What the exercise asks: Give the entries again, exactly as they stand.
::::::::::
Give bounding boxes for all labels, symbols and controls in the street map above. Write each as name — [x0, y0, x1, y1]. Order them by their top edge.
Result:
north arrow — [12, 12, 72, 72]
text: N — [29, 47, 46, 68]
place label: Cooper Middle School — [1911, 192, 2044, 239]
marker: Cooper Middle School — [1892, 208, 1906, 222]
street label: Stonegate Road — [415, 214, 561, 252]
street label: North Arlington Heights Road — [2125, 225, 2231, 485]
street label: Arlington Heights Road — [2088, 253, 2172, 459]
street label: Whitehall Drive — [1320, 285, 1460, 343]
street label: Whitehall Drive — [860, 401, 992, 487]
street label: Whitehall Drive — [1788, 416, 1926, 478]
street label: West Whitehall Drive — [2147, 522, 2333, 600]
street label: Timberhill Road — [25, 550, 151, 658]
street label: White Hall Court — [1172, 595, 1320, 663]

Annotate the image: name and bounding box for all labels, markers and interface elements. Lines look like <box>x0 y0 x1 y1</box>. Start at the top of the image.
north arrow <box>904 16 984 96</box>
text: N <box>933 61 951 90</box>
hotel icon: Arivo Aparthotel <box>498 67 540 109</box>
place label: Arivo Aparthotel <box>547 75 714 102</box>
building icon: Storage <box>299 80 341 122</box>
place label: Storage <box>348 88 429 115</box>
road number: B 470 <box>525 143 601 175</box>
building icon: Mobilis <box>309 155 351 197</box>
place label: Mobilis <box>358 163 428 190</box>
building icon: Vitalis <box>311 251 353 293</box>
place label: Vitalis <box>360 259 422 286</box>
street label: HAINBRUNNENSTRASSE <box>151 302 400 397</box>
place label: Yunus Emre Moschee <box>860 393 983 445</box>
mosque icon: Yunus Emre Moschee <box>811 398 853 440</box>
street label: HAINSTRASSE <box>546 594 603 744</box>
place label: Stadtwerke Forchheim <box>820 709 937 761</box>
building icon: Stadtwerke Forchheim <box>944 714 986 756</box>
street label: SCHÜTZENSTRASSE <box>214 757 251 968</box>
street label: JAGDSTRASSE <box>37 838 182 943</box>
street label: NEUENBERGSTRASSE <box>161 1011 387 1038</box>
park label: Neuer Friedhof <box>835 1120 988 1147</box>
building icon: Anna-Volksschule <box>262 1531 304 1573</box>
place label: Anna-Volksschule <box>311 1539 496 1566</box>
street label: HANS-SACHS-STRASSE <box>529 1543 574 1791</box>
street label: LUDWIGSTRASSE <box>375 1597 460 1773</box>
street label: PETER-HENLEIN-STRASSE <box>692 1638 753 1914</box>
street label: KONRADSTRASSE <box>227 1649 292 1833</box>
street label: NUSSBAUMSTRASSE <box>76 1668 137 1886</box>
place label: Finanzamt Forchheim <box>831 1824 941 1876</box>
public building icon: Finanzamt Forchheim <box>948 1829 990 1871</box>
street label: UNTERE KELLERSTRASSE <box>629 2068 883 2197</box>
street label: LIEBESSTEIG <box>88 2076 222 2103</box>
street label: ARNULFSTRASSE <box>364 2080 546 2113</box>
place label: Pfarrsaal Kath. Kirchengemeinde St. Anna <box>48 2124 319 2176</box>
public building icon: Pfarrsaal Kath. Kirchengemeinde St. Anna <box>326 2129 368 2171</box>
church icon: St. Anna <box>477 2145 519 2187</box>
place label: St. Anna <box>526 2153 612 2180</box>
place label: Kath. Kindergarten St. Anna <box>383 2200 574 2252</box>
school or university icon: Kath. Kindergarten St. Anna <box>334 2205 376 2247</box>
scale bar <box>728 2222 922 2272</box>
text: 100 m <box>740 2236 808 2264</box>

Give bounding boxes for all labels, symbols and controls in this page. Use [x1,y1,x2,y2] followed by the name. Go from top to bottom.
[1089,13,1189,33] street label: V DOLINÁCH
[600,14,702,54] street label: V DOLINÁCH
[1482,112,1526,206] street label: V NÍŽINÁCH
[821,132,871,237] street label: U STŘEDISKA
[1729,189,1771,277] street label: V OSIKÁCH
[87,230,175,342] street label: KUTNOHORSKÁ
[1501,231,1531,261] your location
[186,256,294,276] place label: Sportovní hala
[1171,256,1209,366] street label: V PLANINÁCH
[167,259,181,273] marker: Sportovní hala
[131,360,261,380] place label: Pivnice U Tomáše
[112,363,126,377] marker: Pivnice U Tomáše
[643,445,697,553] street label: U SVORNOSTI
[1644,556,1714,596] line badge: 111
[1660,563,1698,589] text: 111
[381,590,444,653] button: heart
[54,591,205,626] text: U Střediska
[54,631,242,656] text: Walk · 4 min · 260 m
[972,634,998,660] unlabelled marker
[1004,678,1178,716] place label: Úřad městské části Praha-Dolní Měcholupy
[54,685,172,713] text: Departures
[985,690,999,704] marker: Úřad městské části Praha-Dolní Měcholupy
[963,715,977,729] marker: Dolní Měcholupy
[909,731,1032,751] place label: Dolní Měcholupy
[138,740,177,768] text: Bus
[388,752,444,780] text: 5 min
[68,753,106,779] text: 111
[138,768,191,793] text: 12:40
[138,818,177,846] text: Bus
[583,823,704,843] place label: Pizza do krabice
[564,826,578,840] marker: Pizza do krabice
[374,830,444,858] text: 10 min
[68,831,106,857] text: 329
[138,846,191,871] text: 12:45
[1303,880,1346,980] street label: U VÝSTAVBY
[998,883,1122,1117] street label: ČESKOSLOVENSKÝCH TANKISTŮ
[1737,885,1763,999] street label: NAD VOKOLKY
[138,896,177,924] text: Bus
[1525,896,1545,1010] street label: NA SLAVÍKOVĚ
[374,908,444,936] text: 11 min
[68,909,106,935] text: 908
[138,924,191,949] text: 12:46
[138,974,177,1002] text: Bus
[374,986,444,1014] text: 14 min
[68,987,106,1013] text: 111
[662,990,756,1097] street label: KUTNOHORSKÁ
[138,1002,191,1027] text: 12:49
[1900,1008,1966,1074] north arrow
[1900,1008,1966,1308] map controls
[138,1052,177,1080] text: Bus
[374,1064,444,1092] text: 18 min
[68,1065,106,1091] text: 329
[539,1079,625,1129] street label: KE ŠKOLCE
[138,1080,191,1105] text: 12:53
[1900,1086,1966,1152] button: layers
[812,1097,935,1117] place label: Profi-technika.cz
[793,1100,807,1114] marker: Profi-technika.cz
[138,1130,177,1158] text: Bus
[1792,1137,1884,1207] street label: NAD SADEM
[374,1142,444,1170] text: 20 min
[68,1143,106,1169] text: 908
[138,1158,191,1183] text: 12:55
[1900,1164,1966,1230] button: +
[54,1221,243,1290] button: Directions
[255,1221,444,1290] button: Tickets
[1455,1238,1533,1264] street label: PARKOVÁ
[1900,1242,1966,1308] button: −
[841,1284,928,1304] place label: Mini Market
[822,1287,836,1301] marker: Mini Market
::::::::::
Solution below:
Give bounding boxes for all labels, symbols and controls in the street map above. Write each as name — [x0, y0, x1, y1]. Order them by their top edge.
Result:
north arrow — [12, 12, 72, 72]
text: N — [29, 47, 46, 68]
place label: Cooper Middle School — [1911, 192, 2044, 239]
marker: Cooper Middle School — [1892, 208, 1906, 222]
street label: Stonegate Road — [415, 214, 561, 252]
street label: North Arlington Heights Road — [2125, 225, 2231, 485]
street label: Arlington Heights Road — [2088, 253, 2172, 459]
street label: Whitehall Drive — [1320, 285, 1460, 343]
street label: Whitehall Drive — [860, 401, 992, 487]
street label: Whitehall Drive — [1788, 416, 1926, 478]
street label: West Whitehall Drive — [2147, 522, 2333, 600]
street label: Timberhill Road — [25, 550, 151, 658]
street label: White Hall Court — [1172, 595, 1320, 663]

Annotate the image: name and bounding box for all labels, markers and interface elements. Lines look like <box>x0 y0 x1 y1</box>. Start at the top of the image.
north arrow <box>904 16 984 96</box>
text: N <box>933 61 951 90</box>
hotel icon: Arivo Aparthotel <box>498 67 540 109</box>
place label: Arivo Aparthotel <box>547 75 714 102</box>
building icon: Storage <box>299 80 341 122</box>
place label: Storage <box>348 88 429 115</box>
road number: B 470 <box>525 143 601 175</box>
building icon: Mobilis <box>309 155 351 197</box>
place label: Mobilis <box>358 163 428 190</box>
building icon: Vitalis <box>311 251 353 293</box>
place label: Vitalis <box>360 259 422 286</box>
street label: HAINBRUNNENSTRASSE <box>151 302 400 397</box>
place label: Yunus Emre Moschee <box>860 393 983 445</box>
mosque icon: Yunus Emre Moschee <box>811 398 853 440</box>
street label: HAINSTRASSE <box>546 594 603 744</box>
place label: Stadtwerke Forchheim <box>820 709 937 761</box>
building icon: Stadtwerke Forchheim <box>944 714 986 756</box>
street label: SCHÜTZENSTRASSE <box>214 757 251 968</box>
street label: JAGDSTRASSE <box>37 838 182 943</box>
street label: NEUENBERGSTRASSE <box>161 1011 387 1038</box>
park label: Neuer Friedhof <box>835 1120 988 1147</box>
building icon: Anna-Volksschule <box>262 1531 304 1573</box>
place label: Anna-Volksschule <box>311 1539 496 1566</box>
street label: HANS-SACHS-STRASSE <box>529 1543 574 1791</box>
street label: LUDWIGSTRASSE <box>375 1597 460 1773</box>
street label: PETER-HENLEIN-STRASSE <box>692 1638 753 1914</box>
street label: KONRADSTRASSE <box>227 1649 292 1833</box>
street label: NUSSBAUMSTRASSE <box>76 1668 137 1886</box>
place label: Finanzamt Forchheim <box>831 1824 941 1876</box>
public building icon: Finanzamt Forchheim <box>948 1829 990 1871</box>
street label: UNTERE KELLERSTRASSE <box>629 2068 883 2197</box>
street label: LIEBESSTEIG <box>88 2076 222 2103</box>
street label: ARNULFSTRASSE <box>364 2080 546 2113</box>
place label: Pfarrsaal Kath. Kirchengemeinde St. Anna <box>48 2124 319 2176</box>
public building icon: Pfarrsaal Kath. Kirchengemeinde St. Anna <box>326 2129 368 2171</box>
church icon: St. Anna <box>477 2145 519 2187</box>
place label: St. Anna <box>526 2153 612 2180</box>
place label: Kath. Kindergarten St. Anna <box>383 2200 574 2252</box>
school or university icon: Kath. Kindergarten St. Anna <box>334 2205 376 2247</box>
scale bar <box>728 2222 922 2272</box>
text: 100 m <box>740 2236 808 2264</box>

Give bounding boxes for all labels, symbols and controls in this page. Use [x1,y1,x2,y2] followed by the name. Go from top to bottom.
[1089,13,1189,33] street label: V DOLINÁCH
[600,14,702,54] street label: V DOLINÁCH
[1482,112,1526,206] street label: V NÍŽINÁCH
[821,132,871,237] street label: U STŘEDISKA
[1729,189,1771,277] street label: V OSIKÁCH
[87,230,175,342] street label: KUTNOHORSKÁ
[1501,231,1531,261] your location
[186,256,294,276] place label: Sportovní hala
[1171,256,1209,366] street label: V PLANINÁCH
[167,259,181,273] marker: Sportovní hala
[131,360,261,380] place label: Pivnice U Tomáše
[112,363,126,377] marker: Pivnice U Tomáše
[643,445,697,553] street label: U SVORNOSTI
[1644,556,1714,596] line badge: 111
[1660,563,1698,589] text: 111
[381,590,444,653] button: heart
[54,591,205,626] text: U Střediska
[54,631,242,656] text: Walk · 4 min · 260 m
[972,634,998,660] unlabelled marker
[1004,678,1178,716] place label: Úřad městské části Praha-Dolní Měcholupy
[54,685,172,713] text: Departures
[985,690,999,704] marker: Úřad městské části Praha-Dolní Měcholupy
[963,715,977,729] marker: Dolní Měcholupy
[909,731,1032,751] place label: Dolní Měcholupy
[138,740,177,768] text: Bus
[388,752,444,780] text: 5 min
[68,753,106,779] text: 111
[138,768,191,793] text: 12:40
[138,818,177,846] text: Bus
[583,823,704,843] place label: Pizza do krabice
[564,826,578,840] marker: Pizza do krabice
[374,830,444,858] text: 10 min
[68,831,106,857] text: 329
[138,846,191,871] text: 12:45
[1303,880,1346,980] street label: U VÝSTAVBY
[998,883,1122,1117] street label: ČESKOSLOVENSKÝCH TANKISTŮ
[1737,885,1763,999] street label: NAD VOKOLKY
[138,896,177,924] text: Bus
[1525,896,1545,1010] street label: NA SLAVÍKOVĚ
[374,908,444,936] text: 11 min
[68,909,106,935] text: 908
[138,924,191,949] text: 12:46
[138,974,177,1002] text: Bus
[374,986,444,1014] text: 14 min
[68,987,106,1013] text: 111
[662,990,756,1097] street label: KUTNOHORSKÁ
[138,1002,191,1027] text: 12:49
[1900,1008,1966,1074] north arrow
[1900,1008,1966,1308] map controls
[138,1052,177,1080] text: Bus
[374,1064,444,1092] text: 18 min
[68,1065,106,1091] text: 329
[539,1079,625,1129] street label: KE ŠKOLCE
[138,1080,191,1105] text: 12:53
[1900,1086,1966,1152] button: layers
[812,1097,935,1117] place label: Profi-technika.cz
[793,1100,807,1114] marker: Profi-technika.cz
[138,1130,177,1158] text: Bus
[1792,1137,1884,1207] street label: NAD SADEM
[374,1142,444,1170] text: 20 min
[68,1143,106,1169] text: 908
[138,1158,191,1183] text: 12:55
[1900,1164,1966,1230] button: +
[54,1221,243,1290] button: Directions
[255,1221,444,1290] button: Tickets
[1455,1238,1533,1264] street label: PARKOVÁ
[1900,1242,1966,1308] button: −
[841,1284,928,1304] place label: Mini Market
[822,1287,836,1301] marker: Mini Market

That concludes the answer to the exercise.